#### Records to use
Content starts

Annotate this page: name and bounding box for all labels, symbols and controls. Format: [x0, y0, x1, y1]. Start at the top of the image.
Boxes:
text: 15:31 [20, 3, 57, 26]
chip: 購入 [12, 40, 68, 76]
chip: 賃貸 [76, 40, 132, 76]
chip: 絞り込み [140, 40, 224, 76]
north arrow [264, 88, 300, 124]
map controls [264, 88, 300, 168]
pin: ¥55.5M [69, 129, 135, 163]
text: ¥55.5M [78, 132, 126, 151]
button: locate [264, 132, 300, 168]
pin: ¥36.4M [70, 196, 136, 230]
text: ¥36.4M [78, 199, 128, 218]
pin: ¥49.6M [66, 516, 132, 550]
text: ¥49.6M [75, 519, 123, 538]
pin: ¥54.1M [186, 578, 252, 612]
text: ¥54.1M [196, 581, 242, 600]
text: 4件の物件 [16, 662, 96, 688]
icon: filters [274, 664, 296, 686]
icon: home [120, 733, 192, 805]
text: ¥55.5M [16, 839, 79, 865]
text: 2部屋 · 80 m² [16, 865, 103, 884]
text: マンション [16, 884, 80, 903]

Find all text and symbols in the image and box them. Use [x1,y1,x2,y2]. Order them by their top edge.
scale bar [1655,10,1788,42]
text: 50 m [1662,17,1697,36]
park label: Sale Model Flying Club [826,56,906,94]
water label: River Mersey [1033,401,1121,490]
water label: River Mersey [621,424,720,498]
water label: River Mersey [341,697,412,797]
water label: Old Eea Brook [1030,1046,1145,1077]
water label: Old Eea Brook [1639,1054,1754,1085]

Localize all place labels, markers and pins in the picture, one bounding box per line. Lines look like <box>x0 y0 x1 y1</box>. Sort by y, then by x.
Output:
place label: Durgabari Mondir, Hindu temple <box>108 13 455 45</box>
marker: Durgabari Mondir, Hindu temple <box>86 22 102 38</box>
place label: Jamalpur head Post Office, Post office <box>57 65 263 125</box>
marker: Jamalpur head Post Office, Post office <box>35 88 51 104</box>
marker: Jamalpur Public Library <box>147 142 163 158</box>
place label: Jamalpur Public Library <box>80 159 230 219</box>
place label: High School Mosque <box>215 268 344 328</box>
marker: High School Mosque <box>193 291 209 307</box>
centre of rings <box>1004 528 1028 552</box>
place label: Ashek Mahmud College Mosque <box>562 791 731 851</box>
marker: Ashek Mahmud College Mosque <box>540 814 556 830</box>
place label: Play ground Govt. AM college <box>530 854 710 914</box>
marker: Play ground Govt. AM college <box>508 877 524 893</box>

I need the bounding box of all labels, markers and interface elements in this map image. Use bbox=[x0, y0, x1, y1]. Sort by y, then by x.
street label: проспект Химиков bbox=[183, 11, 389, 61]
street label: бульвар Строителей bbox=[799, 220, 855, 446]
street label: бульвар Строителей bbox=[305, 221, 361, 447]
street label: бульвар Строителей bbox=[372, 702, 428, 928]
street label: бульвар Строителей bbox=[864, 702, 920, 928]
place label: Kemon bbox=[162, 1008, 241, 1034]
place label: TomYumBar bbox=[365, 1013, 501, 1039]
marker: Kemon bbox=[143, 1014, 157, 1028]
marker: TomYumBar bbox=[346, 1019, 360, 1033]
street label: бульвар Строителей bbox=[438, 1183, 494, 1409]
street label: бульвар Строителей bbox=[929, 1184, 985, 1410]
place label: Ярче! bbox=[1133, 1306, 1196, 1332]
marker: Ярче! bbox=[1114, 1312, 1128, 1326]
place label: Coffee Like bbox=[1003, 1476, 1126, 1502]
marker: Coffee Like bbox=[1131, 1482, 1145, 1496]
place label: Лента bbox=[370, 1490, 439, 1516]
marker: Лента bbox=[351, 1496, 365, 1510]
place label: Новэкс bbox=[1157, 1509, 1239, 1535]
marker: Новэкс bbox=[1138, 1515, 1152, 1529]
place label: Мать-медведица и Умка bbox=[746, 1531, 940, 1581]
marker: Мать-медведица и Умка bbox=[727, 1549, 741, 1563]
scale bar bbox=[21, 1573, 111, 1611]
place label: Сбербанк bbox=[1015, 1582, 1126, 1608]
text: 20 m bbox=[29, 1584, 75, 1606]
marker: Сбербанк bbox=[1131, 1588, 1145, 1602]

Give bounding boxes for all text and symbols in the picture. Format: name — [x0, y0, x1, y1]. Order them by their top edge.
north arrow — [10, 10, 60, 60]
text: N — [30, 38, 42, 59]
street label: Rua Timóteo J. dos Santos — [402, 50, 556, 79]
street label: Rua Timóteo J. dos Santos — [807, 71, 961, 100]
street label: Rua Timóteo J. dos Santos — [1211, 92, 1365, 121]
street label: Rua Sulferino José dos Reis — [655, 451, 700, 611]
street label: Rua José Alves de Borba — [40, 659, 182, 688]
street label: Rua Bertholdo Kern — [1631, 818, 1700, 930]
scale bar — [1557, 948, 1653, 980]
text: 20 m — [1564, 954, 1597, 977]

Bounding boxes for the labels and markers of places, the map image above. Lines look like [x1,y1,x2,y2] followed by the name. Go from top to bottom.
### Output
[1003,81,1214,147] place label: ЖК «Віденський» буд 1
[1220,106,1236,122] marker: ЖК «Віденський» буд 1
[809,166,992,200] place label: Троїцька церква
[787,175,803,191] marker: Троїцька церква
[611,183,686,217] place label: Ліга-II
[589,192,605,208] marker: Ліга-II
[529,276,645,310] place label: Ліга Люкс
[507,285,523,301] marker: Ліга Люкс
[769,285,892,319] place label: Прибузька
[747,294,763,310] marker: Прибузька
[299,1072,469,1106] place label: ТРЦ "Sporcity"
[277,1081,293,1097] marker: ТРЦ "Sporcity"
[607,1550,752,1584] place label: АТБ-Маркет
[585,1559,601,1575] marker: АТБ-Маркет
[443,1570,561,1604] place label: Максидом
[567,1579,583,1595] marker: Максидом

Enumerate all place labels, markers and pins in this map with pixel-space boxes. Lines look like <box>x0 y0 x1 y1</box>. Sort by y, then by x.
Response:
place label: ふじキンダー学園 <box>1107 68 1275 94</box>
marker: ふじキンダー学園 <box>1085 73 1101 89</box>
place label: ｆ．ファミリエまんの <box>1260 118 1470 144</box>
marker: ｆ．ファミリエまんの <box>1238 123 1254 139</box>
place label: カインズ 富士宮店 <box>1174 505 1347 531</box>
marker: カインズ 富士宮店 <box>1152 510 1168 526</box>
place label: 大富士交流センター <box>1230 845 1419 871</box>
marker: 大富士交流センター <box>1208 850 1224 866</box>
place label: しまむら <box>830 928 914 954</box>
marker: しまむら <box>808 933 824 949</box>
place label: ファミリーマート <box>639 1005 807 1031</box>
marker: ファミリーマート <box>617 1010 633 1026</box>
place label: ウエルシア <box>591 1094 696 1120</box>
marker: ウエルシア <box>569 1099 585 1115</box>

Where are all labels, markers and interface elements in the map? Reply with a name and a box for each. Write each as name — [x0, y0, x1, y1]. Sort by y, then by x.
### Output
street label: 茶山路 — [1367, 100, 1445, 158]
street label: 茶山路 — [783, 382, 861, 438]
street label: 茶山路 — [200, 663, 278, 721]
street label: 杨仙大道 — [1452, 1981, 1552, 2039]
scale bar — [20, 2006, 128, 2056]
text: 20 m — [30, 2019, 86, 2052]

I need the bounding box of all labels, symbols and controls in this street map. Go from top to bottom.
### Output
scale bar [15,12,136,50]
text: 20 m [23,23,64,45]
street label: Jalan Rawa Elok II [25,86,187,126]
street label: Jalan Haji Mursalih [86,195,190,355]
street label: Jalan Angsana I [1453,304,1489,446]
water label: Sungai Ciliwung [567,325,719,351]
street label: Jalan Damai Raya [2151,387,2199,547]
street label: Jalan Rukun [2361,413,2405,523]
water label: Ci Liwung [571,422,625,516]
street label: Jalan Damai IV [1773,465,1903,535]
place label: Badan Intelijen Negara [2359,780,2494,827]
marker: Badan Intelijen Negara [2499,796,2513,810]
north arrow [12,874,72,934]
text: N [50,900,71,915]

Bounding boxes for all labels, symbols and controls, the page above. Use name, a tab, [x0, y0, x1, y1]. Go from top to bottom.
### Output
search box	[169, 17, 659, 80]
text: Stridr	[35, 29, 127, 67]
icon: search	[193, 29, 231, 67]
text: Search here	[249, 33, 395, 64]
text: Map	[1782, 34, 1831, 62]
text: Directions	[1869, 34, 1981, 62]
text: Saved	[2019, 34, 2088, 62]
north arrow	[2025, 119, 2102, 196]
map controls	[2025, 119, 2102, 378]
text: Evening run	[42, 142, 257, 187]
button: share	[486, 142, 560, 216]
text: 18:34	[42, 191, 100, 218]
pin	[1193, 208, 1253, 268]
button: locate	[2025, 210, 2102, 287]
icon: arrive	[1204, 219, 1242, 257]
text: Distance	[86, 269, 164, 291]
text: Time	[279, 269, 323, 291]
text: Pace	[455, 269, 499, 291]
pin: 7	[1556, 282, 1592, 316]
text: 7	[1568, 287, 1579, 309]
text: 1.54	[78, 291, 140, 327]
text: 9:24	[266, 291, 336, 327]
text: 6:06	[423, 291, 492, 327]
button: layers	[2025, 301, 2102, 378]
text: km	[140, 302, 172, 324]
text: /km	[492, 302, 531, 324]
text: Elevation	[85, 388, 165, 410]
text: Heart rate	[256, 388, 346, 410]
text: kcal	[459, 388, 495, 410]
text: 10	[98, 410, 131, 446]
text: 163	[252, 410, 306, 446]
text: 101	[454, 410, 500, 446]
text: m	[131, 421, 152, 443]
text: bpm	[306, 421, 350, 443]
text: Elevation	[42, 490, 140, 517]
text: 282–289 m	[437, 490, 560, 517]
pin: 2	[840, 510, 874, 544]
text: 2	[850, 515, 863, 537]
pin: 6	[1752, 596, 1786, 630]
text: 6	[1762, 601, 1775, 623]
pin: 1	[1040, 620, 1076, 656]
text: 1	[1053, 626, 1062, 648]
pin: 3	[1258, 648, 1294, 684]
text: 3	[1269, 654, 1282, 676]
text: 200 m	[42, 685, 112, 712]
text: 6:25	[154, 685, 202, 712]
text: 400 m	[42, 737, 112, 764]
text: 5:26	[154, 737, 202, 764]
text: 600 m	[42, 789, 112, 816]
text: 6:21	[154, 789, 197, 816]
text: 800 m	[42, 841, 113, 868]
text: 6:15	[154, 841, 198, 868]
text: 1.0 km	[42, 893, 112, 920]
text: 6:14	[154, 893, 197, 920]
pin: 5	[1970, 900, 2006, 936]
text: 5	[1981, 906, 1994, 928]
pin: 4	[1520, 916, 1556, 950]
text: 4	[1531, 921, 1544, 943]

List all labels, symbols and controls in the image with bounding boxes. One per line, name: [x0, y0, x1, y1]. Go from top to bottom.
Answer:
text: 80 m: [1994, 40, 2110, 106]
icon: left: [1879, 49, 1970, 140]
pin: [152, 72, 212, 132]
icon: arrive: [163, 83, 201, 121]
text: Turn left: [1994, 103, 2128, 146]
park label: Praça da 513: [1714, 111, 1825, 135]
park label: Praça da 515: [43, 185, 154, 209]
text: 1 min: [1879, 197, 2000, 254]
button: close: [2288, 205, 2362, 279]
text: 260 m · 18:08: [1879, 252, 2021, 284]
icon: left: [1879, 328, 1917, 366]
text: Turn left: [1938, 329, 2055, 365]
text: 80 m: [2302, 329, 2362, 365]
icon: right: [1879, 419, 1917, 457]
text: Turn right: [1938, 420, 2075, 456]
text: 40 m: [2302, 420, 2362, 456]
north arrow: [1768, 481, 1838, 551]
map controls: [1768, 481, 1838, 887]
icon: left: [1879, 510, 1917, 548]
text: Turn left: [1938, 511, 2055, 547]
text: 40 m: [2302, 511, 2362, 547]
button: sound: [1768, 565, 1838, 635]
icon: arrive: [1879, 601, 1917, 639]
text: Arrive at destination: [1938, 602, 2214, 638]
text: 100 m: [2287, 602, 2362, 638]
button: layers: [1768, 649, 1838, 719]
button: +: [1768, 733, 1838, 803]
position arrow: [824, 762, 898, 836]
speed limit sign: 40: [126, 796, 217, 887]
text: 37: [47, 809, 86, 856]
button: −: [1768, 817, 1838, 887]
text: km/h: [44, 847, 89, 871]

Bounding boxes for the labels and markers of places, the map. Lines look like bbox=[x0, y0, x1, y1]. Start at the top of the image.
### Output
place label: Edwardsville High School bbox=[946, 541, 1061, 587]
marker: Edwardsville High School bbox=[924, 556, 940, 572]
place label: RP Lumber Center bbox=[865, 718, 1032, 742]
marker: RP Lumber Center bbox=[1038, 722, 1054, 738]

Content ends

Print each line, starting with the one that contains "Bounding boxes for the labels and markers of places, the map." and ending with the last line of the data, exactly as it stands and with no other lines.

#### Result for this exercise
Bounding boxes for the labels and markers of places, the map. Lines look like bbox=[x0, y0, x1, y1]. Start at the top of the image.
### Output
place label: Edwardsville High School bbox=[946, 541, 1061, 587]
marker: Edwardsville High School bbox=[924, 556, 940, 572]
place label: RP Lumber Center bbox=[865, 718, 1032, 742]
marker: RP Lumber Center bbox=[1038, 722, 1054, 738]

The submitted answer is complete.